Ditjenpas relokasi massal napi di Lapas Jambi dan Bagansiapiapi

Ditjenpas relokasi massal napi di Lapas Jambi dan Bagansiapiapi

Relokasi ini dalam rangka peningkatan kualitas pembinaan dan keamanan di Lapas Jambi dan Lapas Bagansiapiapi

Jakarta (ANTARA) – Direktorat Jenderal Pemasyarakatan (Ditjenpas) Kementerian Imigrasi dan Pemasyarakatan (Kemenimipas) melakukan relokasi massal narapidana di Lapas Jambi dan Lapas Bagansiapiapi, Riau ke lapas baru dengan kapasitas lebih luas.

Juru Bicara Ditjenpas Rika Aprianto yang dikonfirmasi di Jakarta, Minggu, menjelaskan jumlah napi dari Lapas Kelas IIA Jambi yang direlokasi sebanyak 1.553 orang, dan di Lapas Kelas II Bagansiapiapi, Riau sebanyak 990 orang.

“Relokasi ini dalam rangka peningkatan kualitas pembinaan dan keamanan di Lapas Jambi dan Lapas Bagansiapiapi,” kata Rika.

Kondisi kedua lapas ini sebelumnya mengalami kelebihan daya tampung Penduduk binaan. Seperti Lapas Kelas IIA Jambi yang lelet berkapasitas 417 orang. Kini, bangunan lapas baru yang terletak di Sangeti, Kabupaten Muaro Mempunyai kapasitas 952 orang.

“Lapas Jambi yang lelet sangat rentan mengalami banjir, sehingga berpotensi mengganggu Penyelenggaraan pembinaan, perawatan serta berpotensi mengganggu keamanan dan ketertiban,” ujarnya.

Sedangkan Lapas Bagansiapiapi lelet berkapasitas 98 orang. Kini lapas baru yang terletak di Ujung Tanjung, Kabupaten Rokan Hilir Mempunyai kapasitas Demi 1.500 orang.

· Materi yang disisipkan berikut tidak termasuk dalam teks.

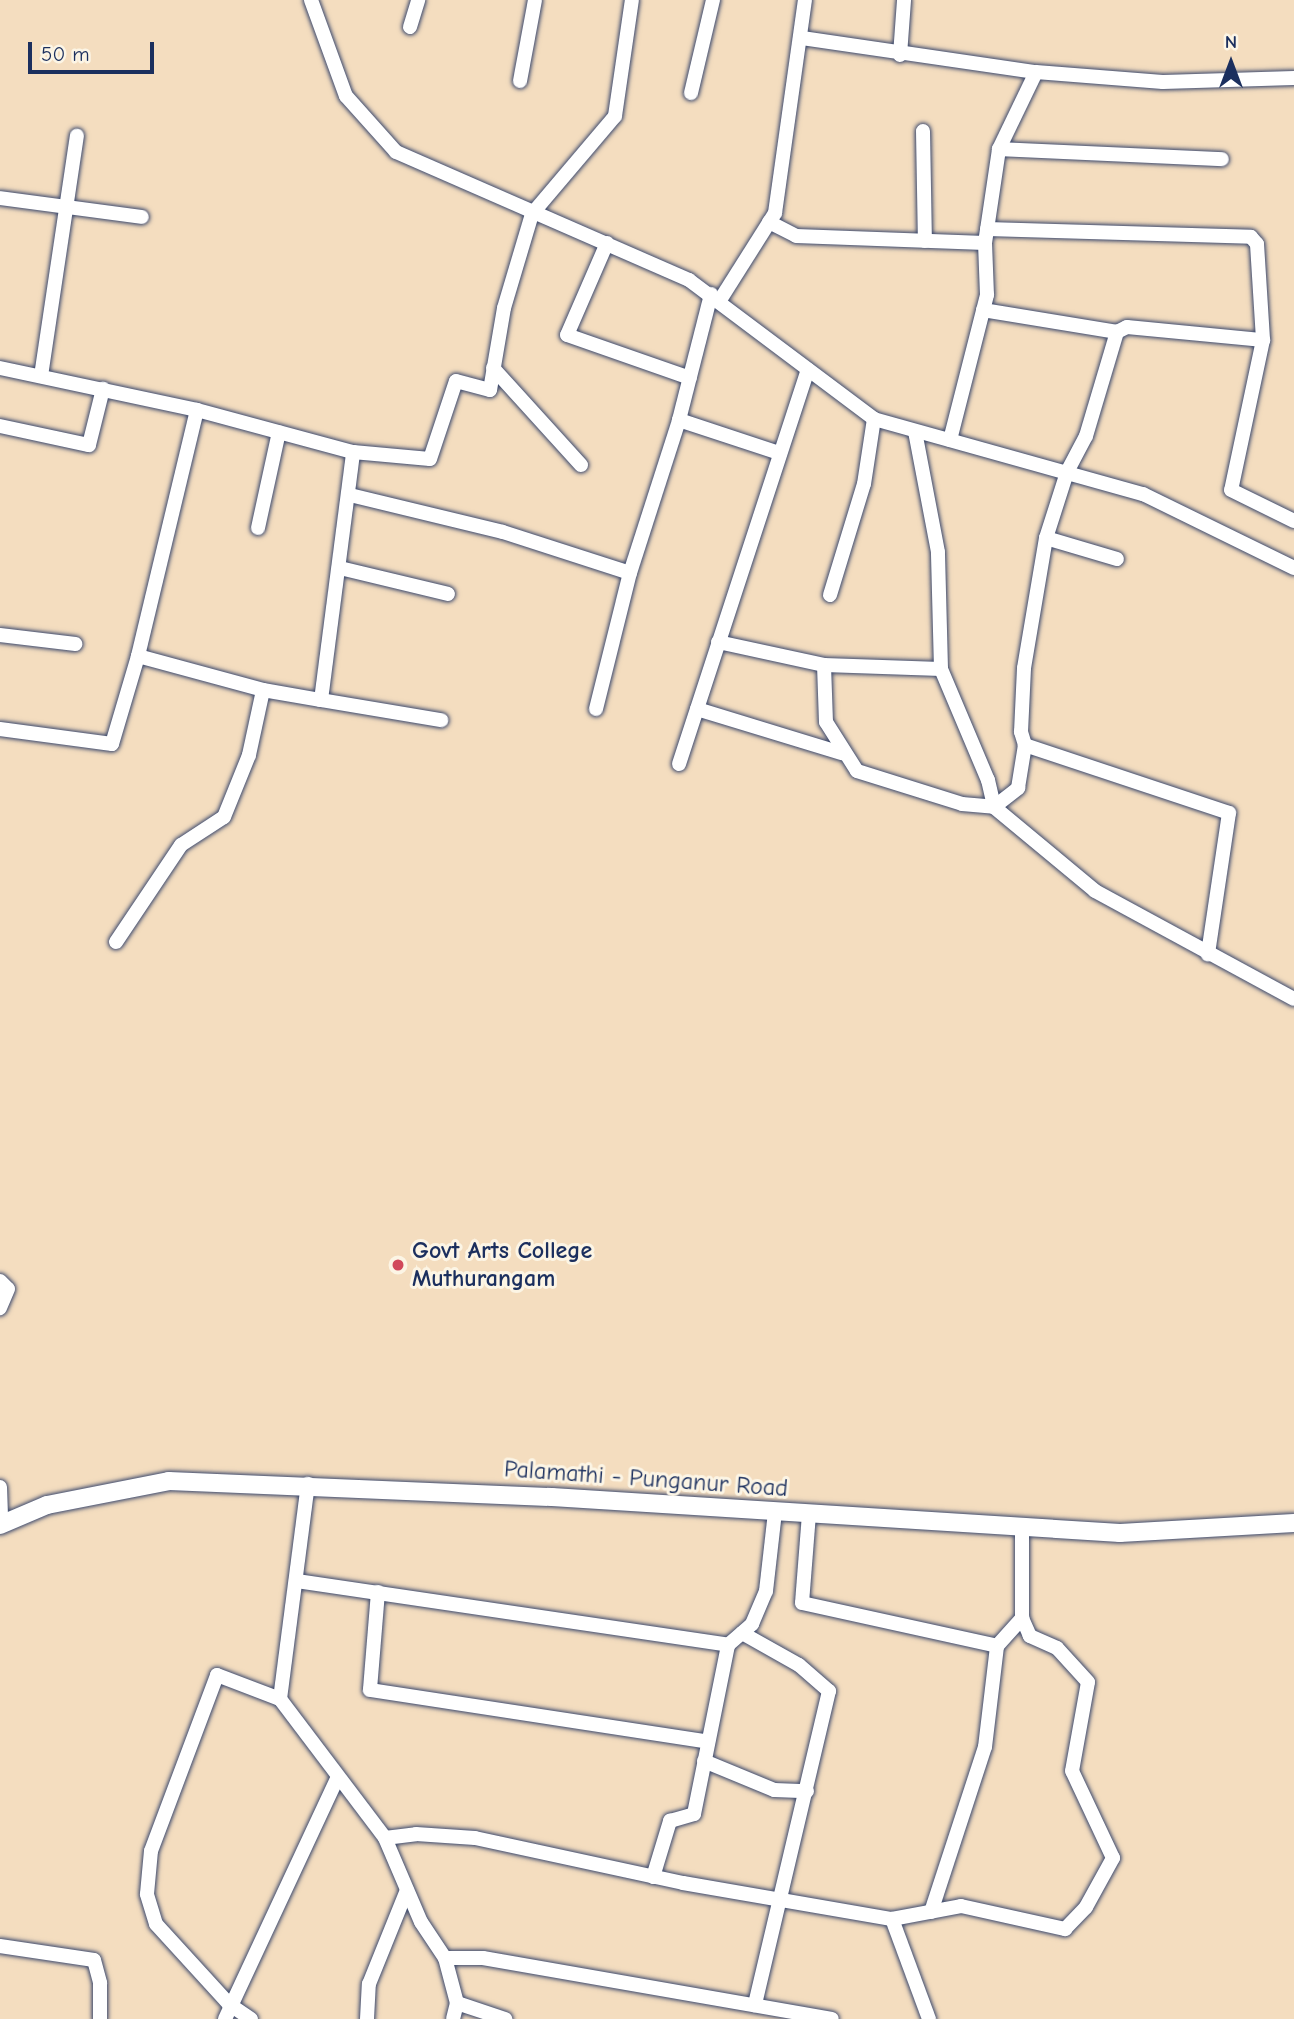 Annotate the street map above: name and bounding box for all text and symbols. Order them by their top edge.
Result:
scale bar [32,28,158,72]
north arrow [1196,28,1266,98]
text: N [1225,31,1237,53]
text: 50 m [41,42,90,66]
place label: Govt Arts College Muthurangam [412,1237,592,1293]
marker: Govt Arts College Muthurangam [390,1257,406,1273]
street label: Palamathi - Punganur Road [503,1455,789,1503]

“Kapasitas hunian Lapas Bagansiapiapi baru jauh lebih besar dari kapasitas hunian sebelumnya. Lapas ini mengalami over kapasitas Tamat dengan 1.000 persen,” ujarnya.

Rika menambahkan, proses relokasi massal ini dipimpin Direktur Kepatuhan Internal Tatan Dirsan Atmaja beserta tim, Kepala Kantor Kawasan Ditjenpas Jambi dan Kepala Kantor Kawasan Ditjenpas Riau.

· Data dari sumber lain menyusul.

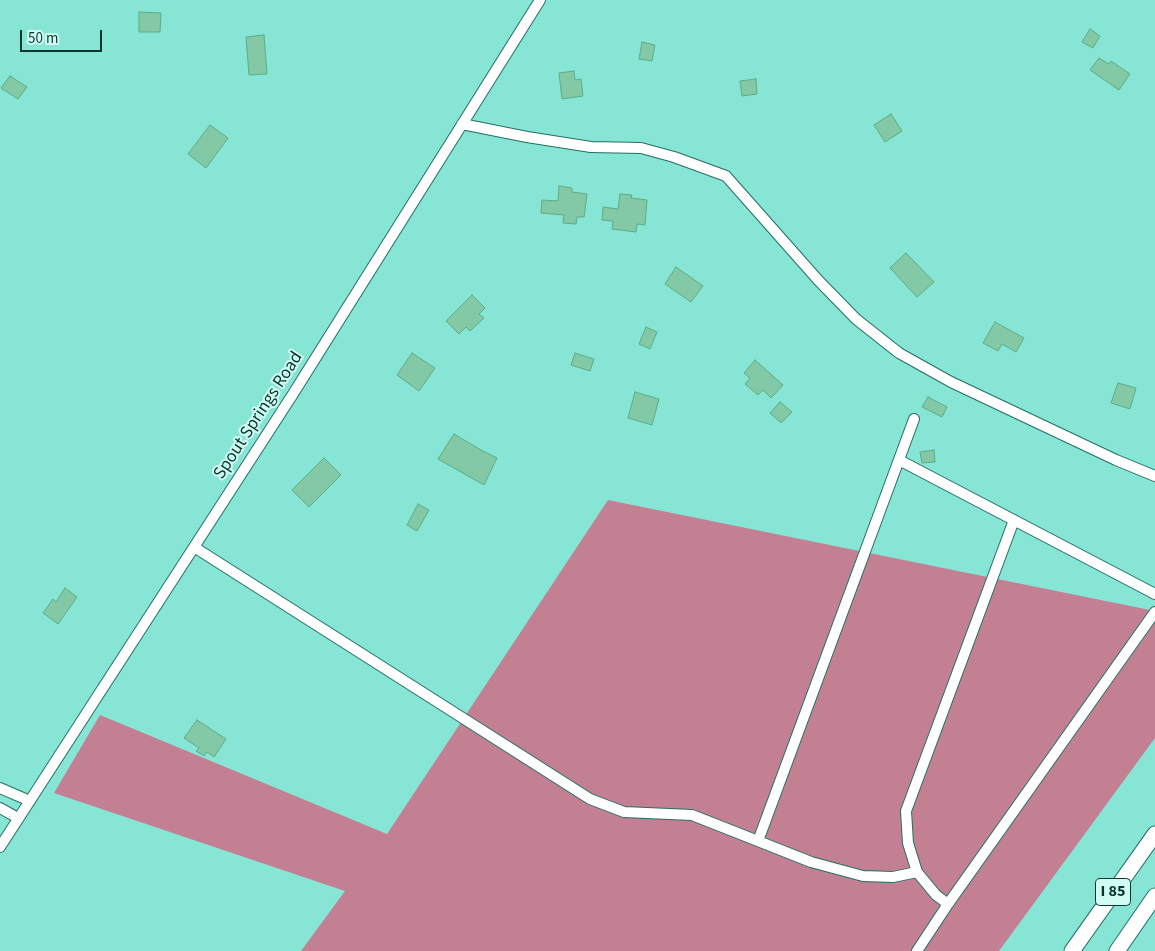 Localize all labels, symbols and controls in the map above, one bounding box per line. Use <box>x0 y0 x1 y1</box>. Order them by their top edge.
scale bar <box>22 20 105 52</box>
text: 50 m <box>28 28 58 49</box>
street label: Spout Springs Road <box>210 348 308 484</box>
road number: I 85 <box>1096 879 1130 906</box> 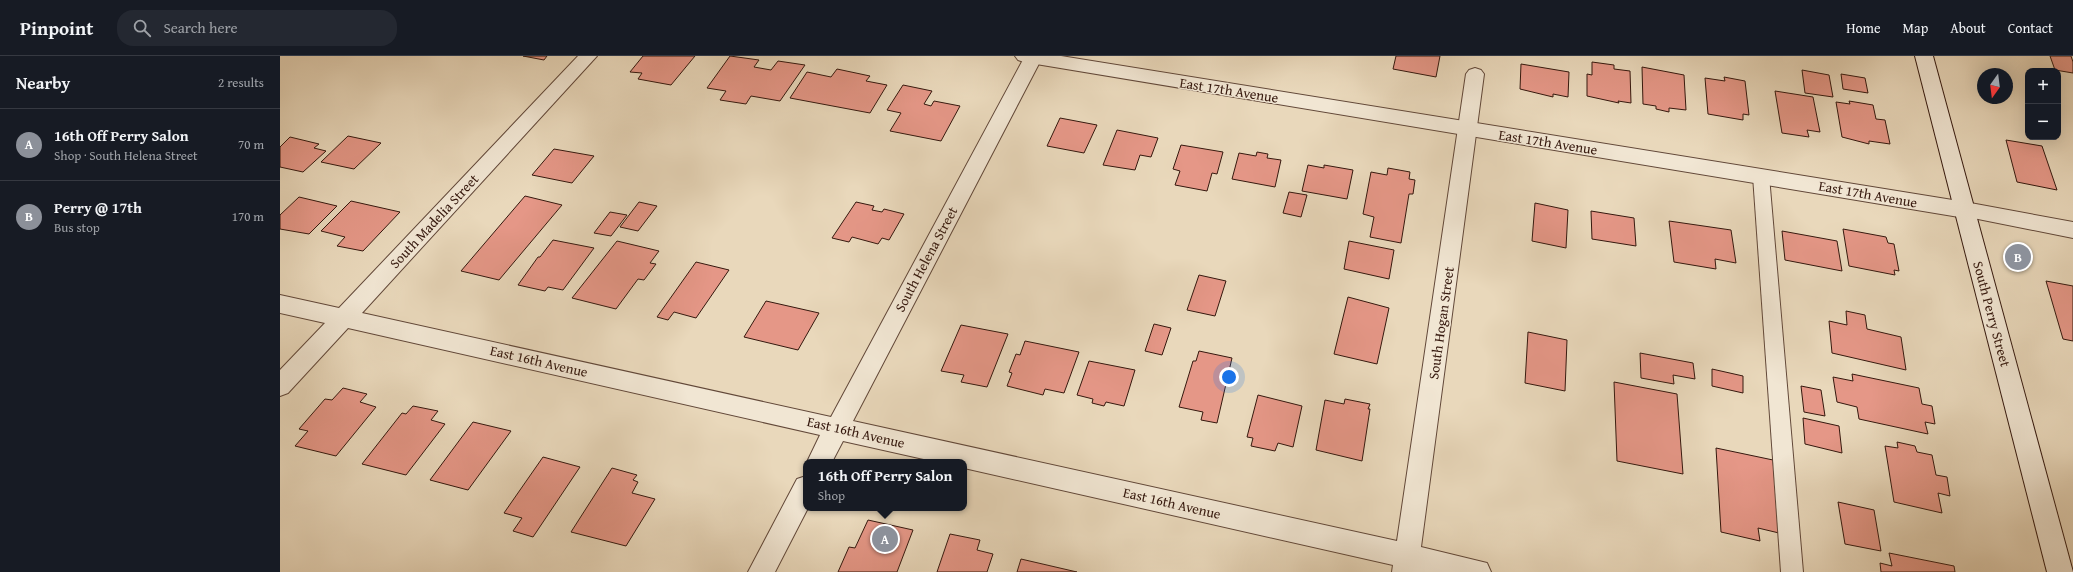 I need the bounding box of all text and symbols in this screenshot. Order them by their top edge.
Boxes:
search box [117,10,397,46]
text: Pinpoint [20,14,93,42]
icon: search [131,17,153,39]
text: Search here [163,17,237,38]
text: Home [1846,18,1881,38]
text: Map [1903,18,1928,38]
text: About [1950,18,1986,38]
text: Contact [2008,18,2053,38]
north arrow [1977,68,2013,104]
map controls [2025,68,2061,140]
button: + [2025,68,2061,104]
text: Nearby [16,70,70,95]
street label: East 17th Avenue [1178,72,1280,108]
text: 2 results [218,73,264,92]
button: − [2025,104,2061,140]
street label: East 17th Avenue [1497,124,1599,160]
text: 16th Off Perry Salon [54,125,189,146]
text: A [25,135,33,154]
text: 70 m [238,135,264,154]
text: Shop · South Helena Street [54,146,198,165]
street label: South Madelia Street [385,169,483,273]
street label: East 17th Avenue [1817,175,1919,213]
text: Perry @ 17th [54,197,142,218]
street label: South Helena Street [890,203,962,315]
text: B [25,207,33,226]
text: 170 m [232,207,264,226]
text: Bus stop [54,218,100,237]
pin: B [2005,242,2031,272]
street label: South Perry Street [1968,259,2016,369]
street label: South Hogan Street [1423,265,1459,381]
street label: East 16th Avenue [488,340,590,382]
your location [1219,367,1239,387]
street label: East 16th Avenue [805,411,907,453]
popup [803,459,967,511]
text: 16th Off Perry Salon [818,465,952,486]
street label: East 16th Avenue [1121,482,1223,524]
text: Shop [818,486,845,505]
pin: A [872,524,898,554]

Penyelenggaraan relokasi Lapas Bagansiapiapi berlangsung Kamis (4/6), sedangkan Lapas Jambi, Sabtu (6/6).

“Proses relokasi napi Lapas Jambi dan Lapas Bagansiapiapi terlaksana dengan Terjamin, dan zero insiden berkat sinergitas yang solid antara Tim Ditpamintel, Kanwil Riau, Lapas Bagansiapiapi, serta jajaran TNI-Polri,” kata Rika.